* What the task asks *
When copying the listing below, skip every picture and keep each word as it stands.

* Supplied data *
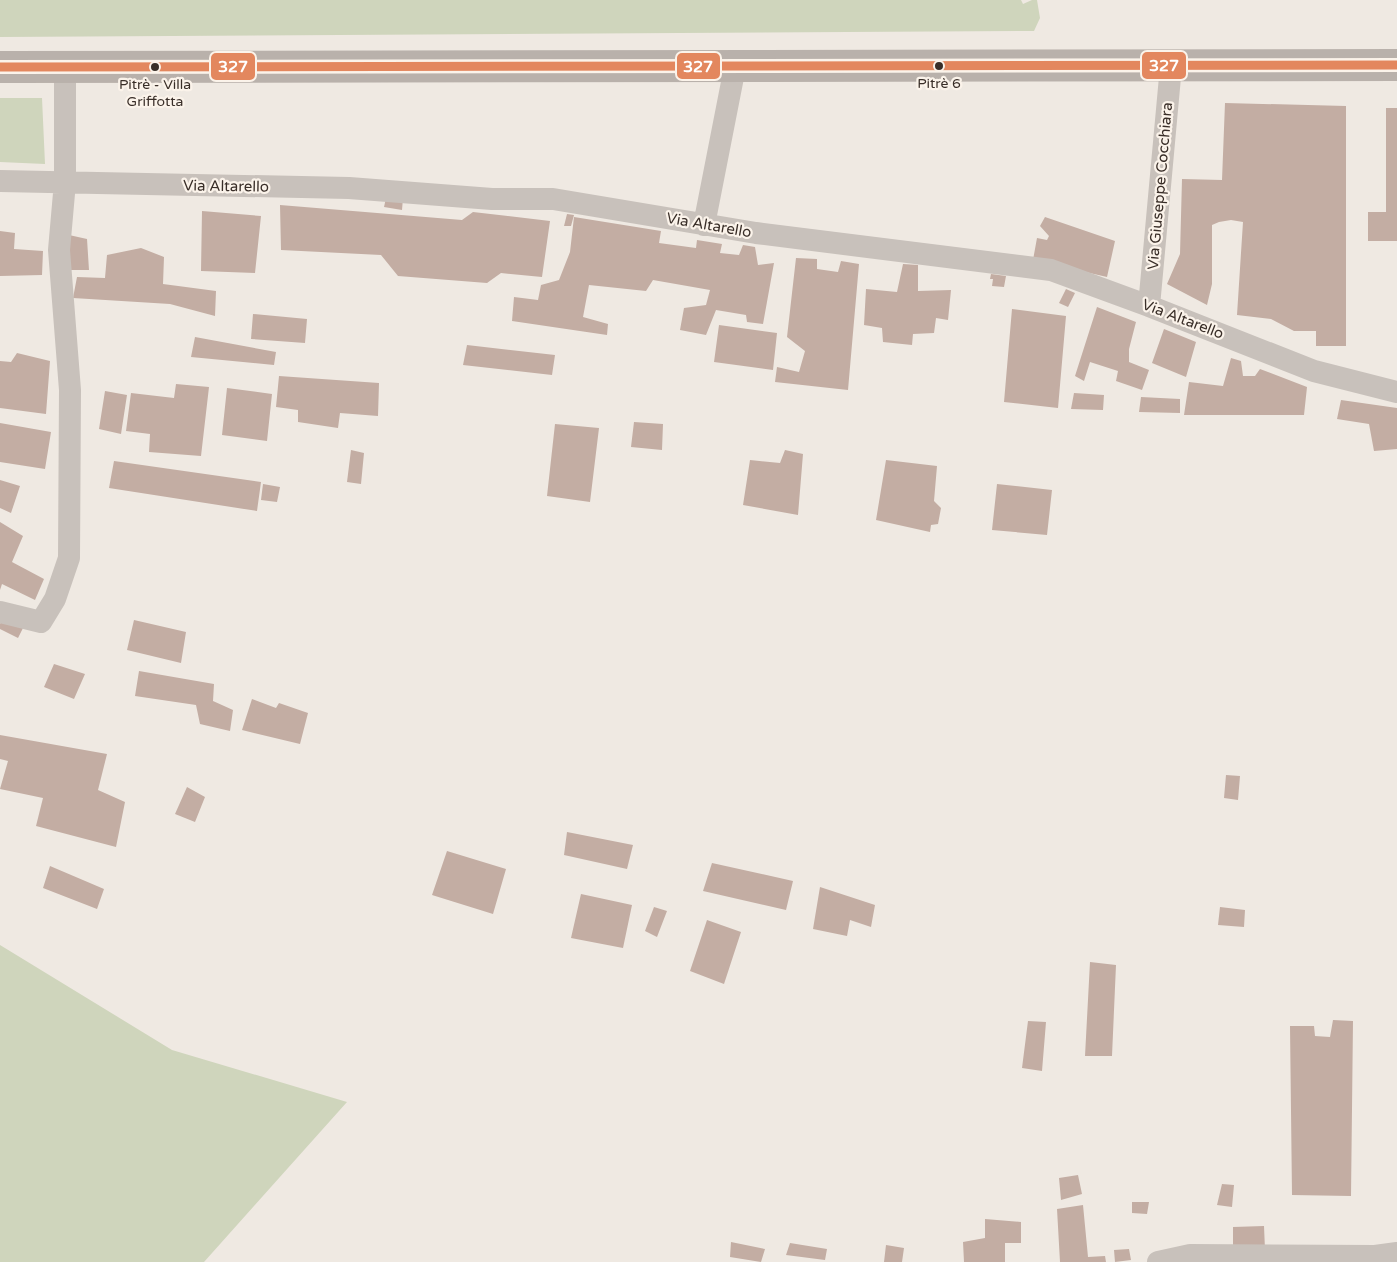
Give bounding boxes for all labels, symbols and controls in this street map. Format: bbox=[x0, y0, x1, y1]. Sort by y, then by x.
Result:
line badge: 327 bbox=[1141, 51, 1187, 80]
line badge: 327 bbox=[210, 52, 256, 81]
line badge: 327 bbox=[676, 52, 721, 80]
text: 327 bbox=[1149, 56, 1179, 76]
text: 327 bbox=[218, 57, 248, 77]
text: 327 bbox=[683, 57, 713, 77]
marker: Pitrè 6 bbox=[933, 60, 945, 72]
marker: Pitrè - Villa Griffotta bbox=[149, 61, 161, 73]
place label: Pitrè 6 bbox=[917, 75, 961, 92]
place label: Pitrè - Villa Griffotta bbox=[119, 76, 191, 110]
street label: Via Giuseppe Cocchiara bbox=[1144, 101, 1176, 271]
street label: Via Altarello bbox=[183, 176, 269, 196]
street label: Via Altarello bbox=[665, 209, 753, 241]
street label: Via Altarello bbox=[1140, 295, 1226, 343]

* Worked solution *
Give bounding boxes for all labels, symbols and controls in this street map. Format: bbox=[x0, y0, x1, y1]. Sort by y, then by x.
Result:
line badge: 327 bbox=[1141, 51, 1187, 80]
line badge: 327 bbox=[210, 52, 256, 81]
line badge: 327 bbox=[676, 52, 721, 80]
text: 327 bbox=[1149, 56, 1179, 76]
text: 327 bbox=[218, 57, 248, 77]
text: 327 bbox=[683, 57, 713, 77]
marker: Pitrè 6 bbox=[933, 60, 945, 72]
marker: Pitrè - Villa Griffotta bbox=[149, 61, 161, 73]
place label: Pitrè 6 bbox=[917, 75, 961, 92]
place label: Pitrè - Villa Griffotta bbox=[119, 76, 191, 110]
street label: Via Giuseppe Cocchiara bbox=[1144, 101, 1176, 271]
street label: Via Altarello bbox=[183, 176, 269, 196]
street label: Via Altarello bbox=[665, 209, 753, 241]
street label: Via Altarello bbox=[1140, 295, 1226, 343]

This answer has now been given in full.